Nikolai Bordyuzha was appointed secretary general of the new organisation. On 23 June 2006, Uzbekistan became a full participant in the CSTO; and its membership was formally ratified by the Uzbek parliament on 28 March 2008. The CSTO is currently an observer organisation at the United Nations General Assembly.
The CSTO charter reaffirmed the desire of all participating states to abstain from the use or threat of force. Signatories would not be able to join other military alliances or other groups of states, while aggression against one signatory would be perceived as an aggression against all. To this end, the CSTO holds yearly military command exercises for the CSTO nations to have an opportunity to improve inter-organisation cooperation. The largest-scale CSTO military exercise held to date were the Rubezh 2008 exercises hosted in Armenia where a combined total of 4,000 troops from all 7 constituent CSTO member countries conducted operative, strategic, and tactical training with an emphasis towards furthering efficiency of the collective security element of the CSTO partnership. A 2011 series of training exercises has recently been held in central Asia consisting of “more than 10,000 troops and 70 combat aircraft.” The CSTO employs a “rotating presidency” system in which the country leading the CSTO alternates every year. Belarus currently has the CSTO presidency.
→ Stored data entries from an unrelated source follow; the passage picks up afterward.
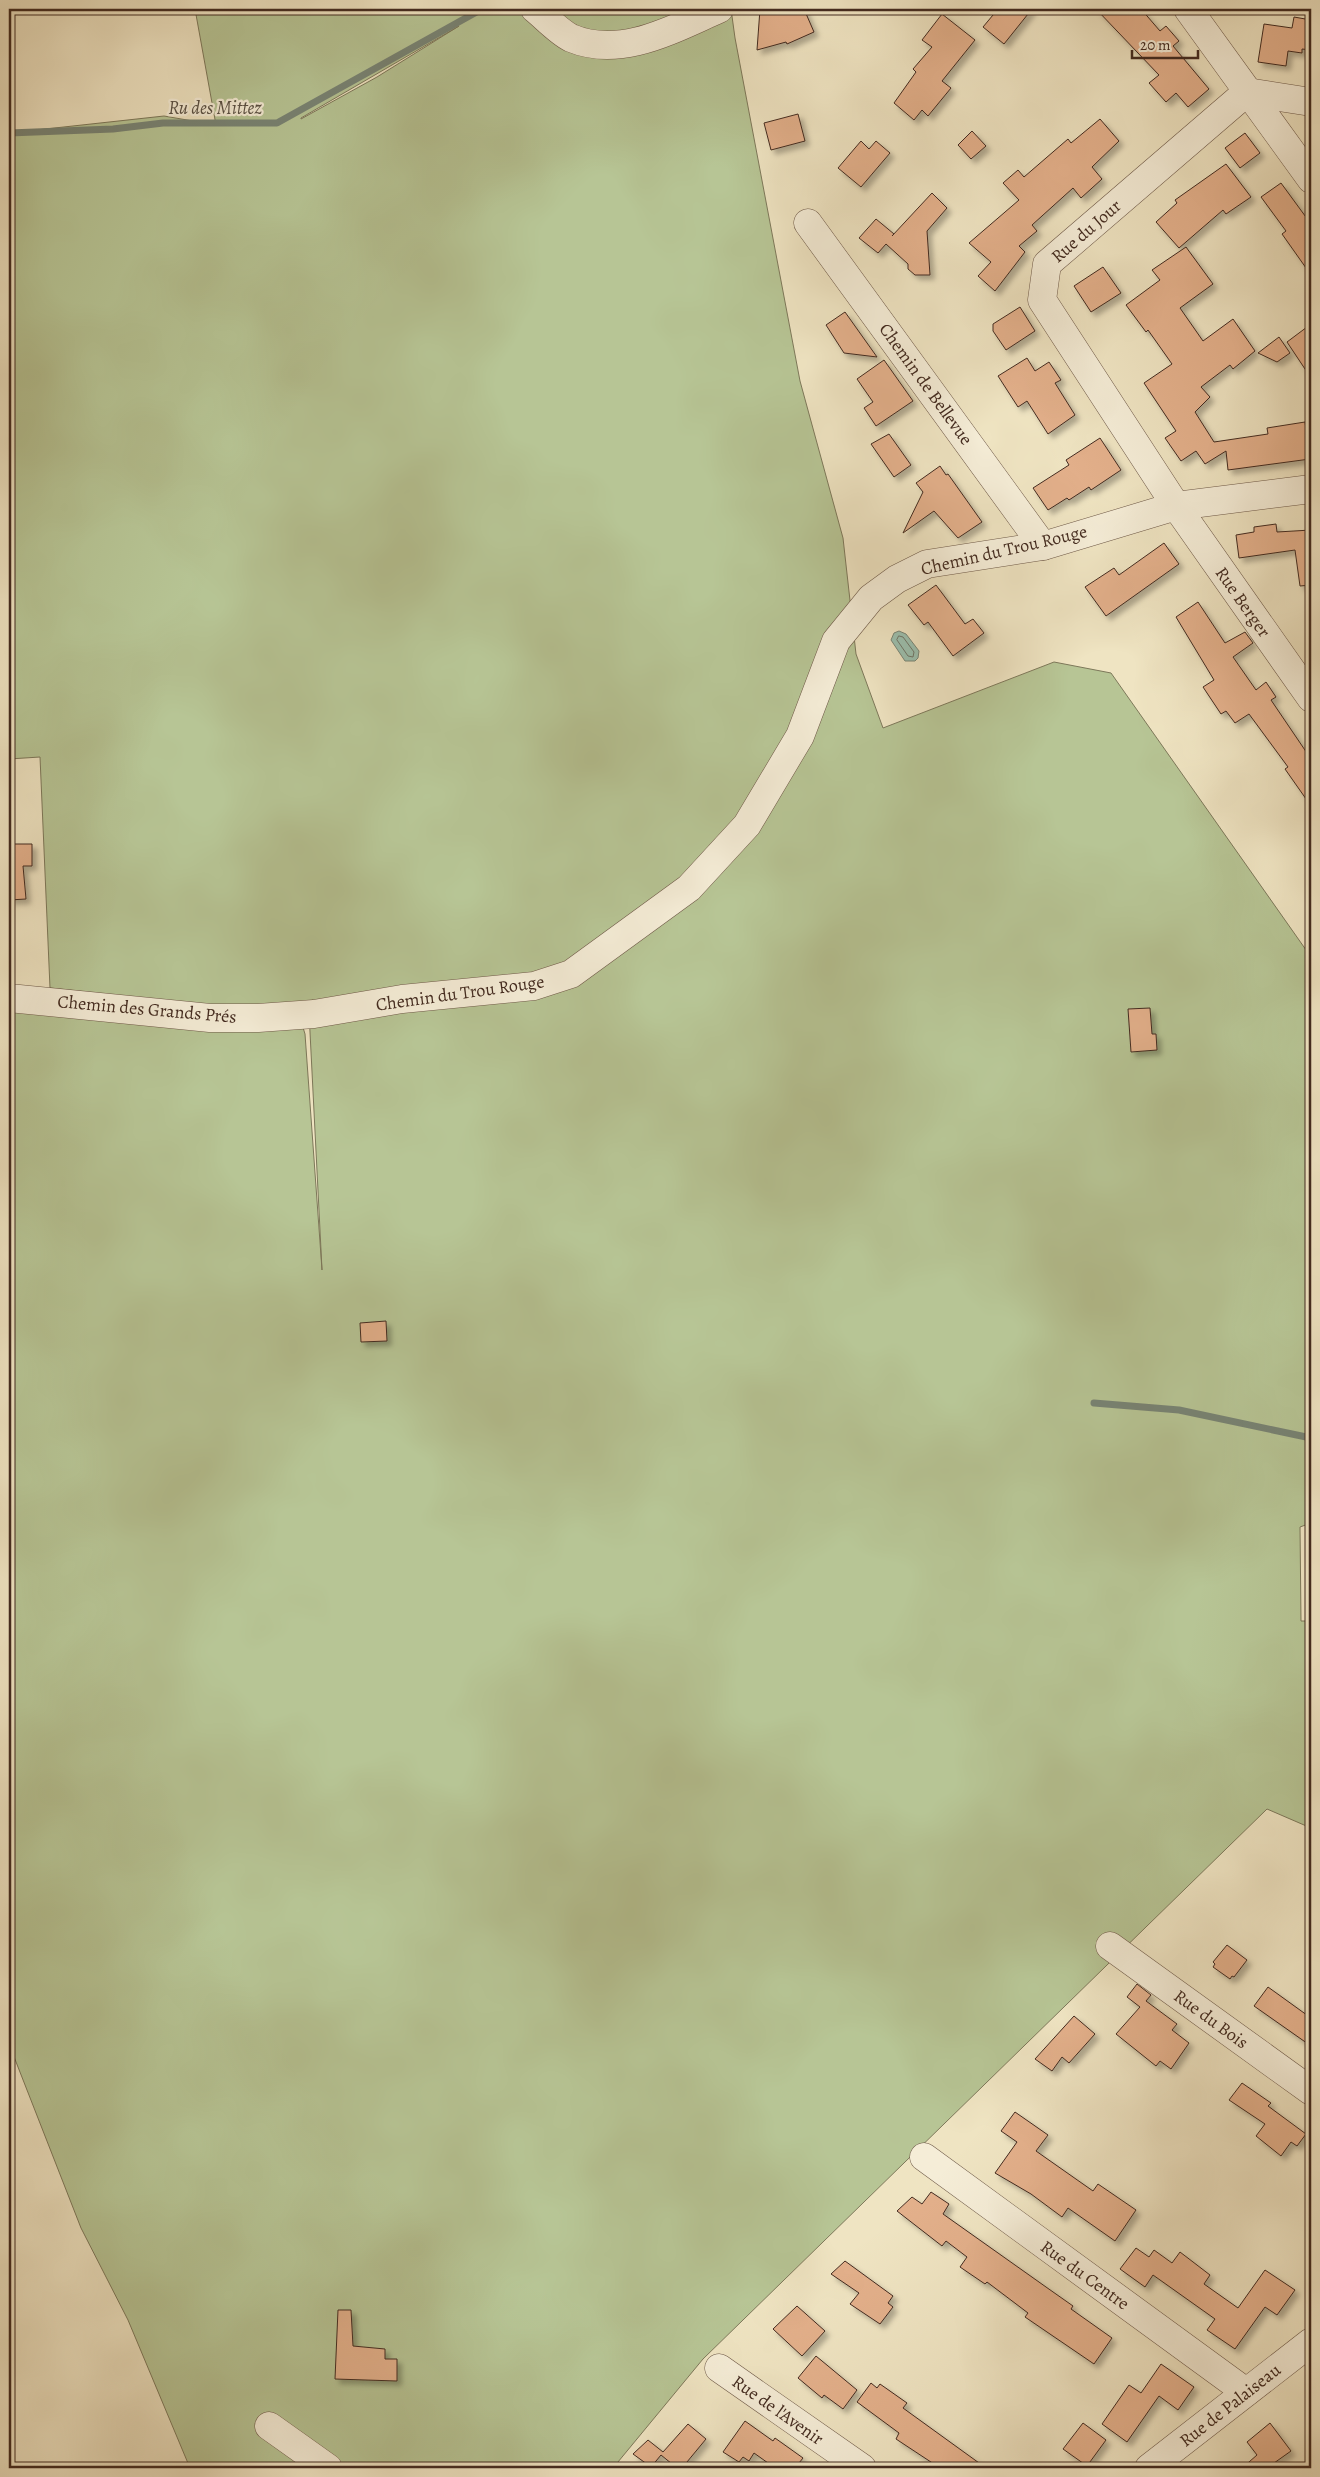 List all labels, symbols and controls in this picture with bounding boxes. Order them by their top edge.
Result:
scale bar [1132,28,1199,60]
text: 20 m [1140,35,1171,55]
water label: Ru des Mittez [168,95,262,121]
street label: Rue du Jour [1046,194,1126,268]
street label: Chemin de Bellevue [874,318,978,450]
street label: Chemin du Trou Rouge [919,519,1089,581]
street label: Rue Berger [1210,562,1276,642]
street label: Chemin du Trou Rouge [374,969,546,1017]
street label: Chemin des Grands Prés [56,989,238,1029]
street label: Rue du Bois [1169,1984,1253,2054]
street label: Rue du Centre [1036,2235,1134,2315]
street label: Rue de Palaiseau [1174,2358,1286,2452]
street label: Rue de l'Avenir [727,2370,829,2450] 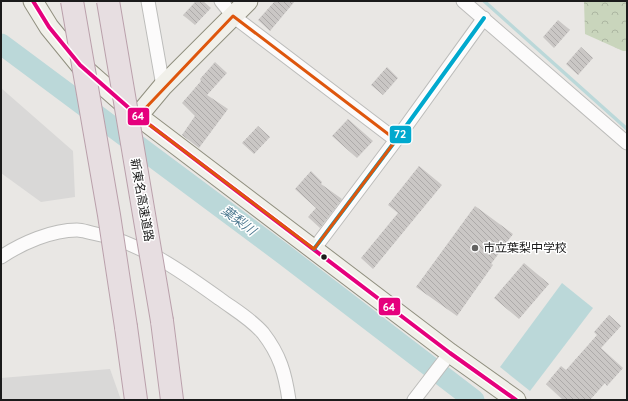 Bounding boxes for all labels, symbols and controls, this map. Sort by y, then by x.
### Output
line badge: 64 [127,107,150,126]
text: 64 [132,109,145,123]
line badge: 72 [389,125,412,144]
text: 72 [394,127,406,141]
street label: 新東名高速道路 [128,157,157,243]
water label: 葉梨川 [219,202,261,239]
place label: 市立葉梨中学校 [483,240,567,255]
marker: 市立葉梨中学校 [470,243,480,253]
unlabelled marker [319,252,329,262]
line badge: 64 [378,297,401,316]
text: 64 [383,300,396,314] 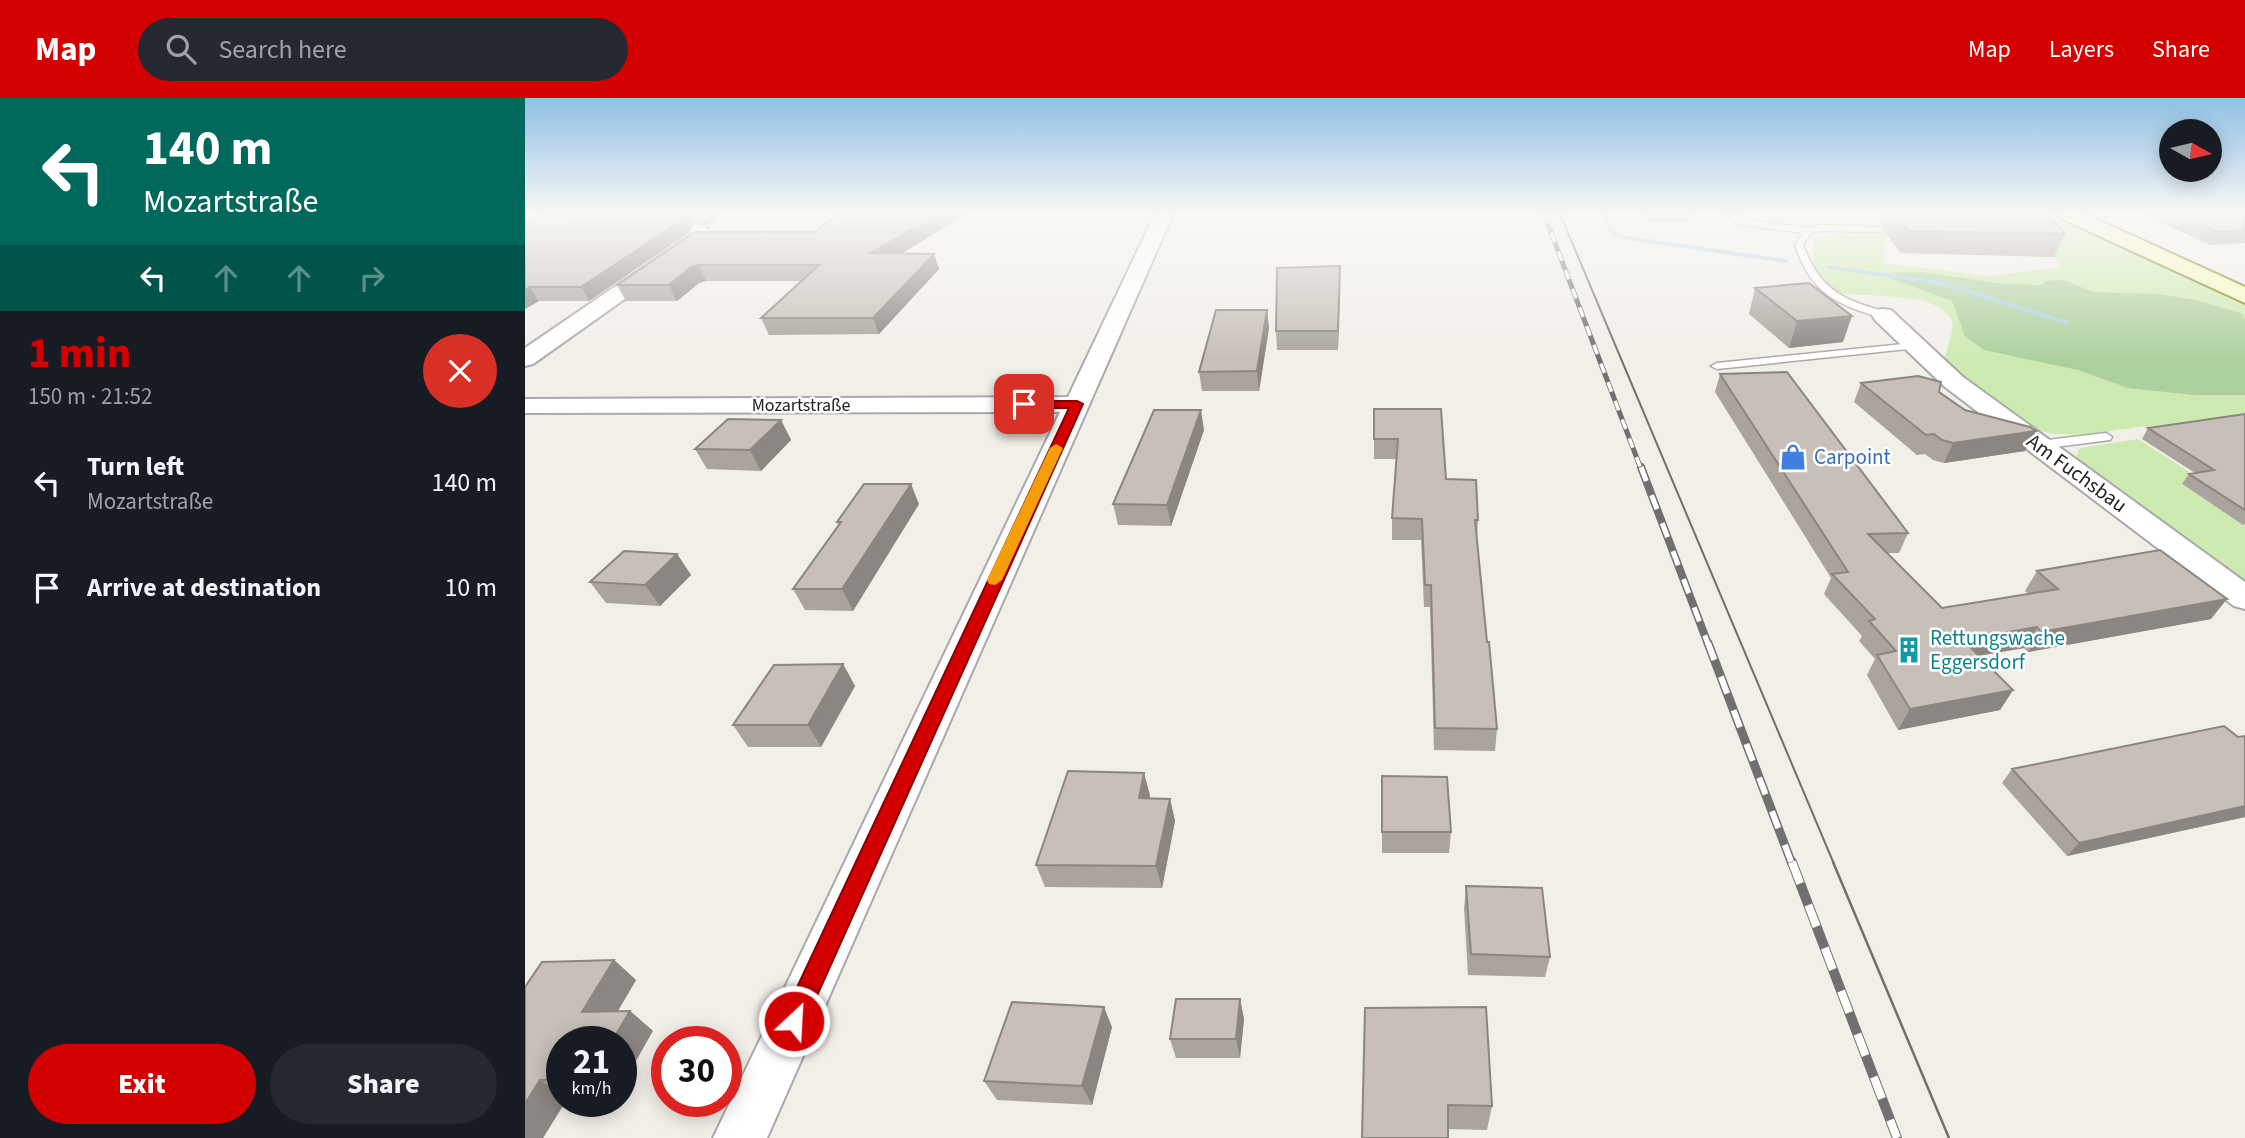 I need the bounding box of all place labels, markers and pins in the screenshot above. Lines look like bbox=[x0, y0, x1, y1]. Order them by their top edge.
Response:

In June 2010, ethnic clashes broke out between ethnic Kyrgyz and Uzbeks in southern Kyrgyzstan, leading interim Kyrgyz President Roza Otunbayeva to request the assistance of Russian troops to quell the disturbances. Kurmanbek Bakiyev denied charges that his supporters were behind the ethnic conflict and called on the CSTO to intervene. Askar Akayev also called for the CSTO to send troops saying, “Our priority task right now should be to extinguish this flame of enmity. It is very likely that we will need CSTO peacekeepers to do that.” Russian President Dmitry Medvedev said that “only in the case of a foreign intrusion and an attempt to externally seize power can we state that there is an attack against the CSTO,” and that, “all the problems of Kyrgyzstan have internal roots,” while CSTO Secretary General Nikolai Bordyuzha called the violence “purely a domestic affair.” Later however Bordyuzha admitted that the CSTO response may have been inadequate and claimed that “foreign mercenaries” provoked the Kyrgyz violence against ethnic Uzbek minorities.
On July 21, 2010, interim Kyrgyz President Roza Otunbayeva called for the introduction of CSTO police units to southern Kyrgyzstan saying, “I think it’s important to introduce CSTO police forces there, since we’re unable to guarantee people’s rights on our own,” but added “I’m not seeking the CSTO’s embrace and I don’t feel like bringing them here to stay but the bloodletting there will continue otherwise.”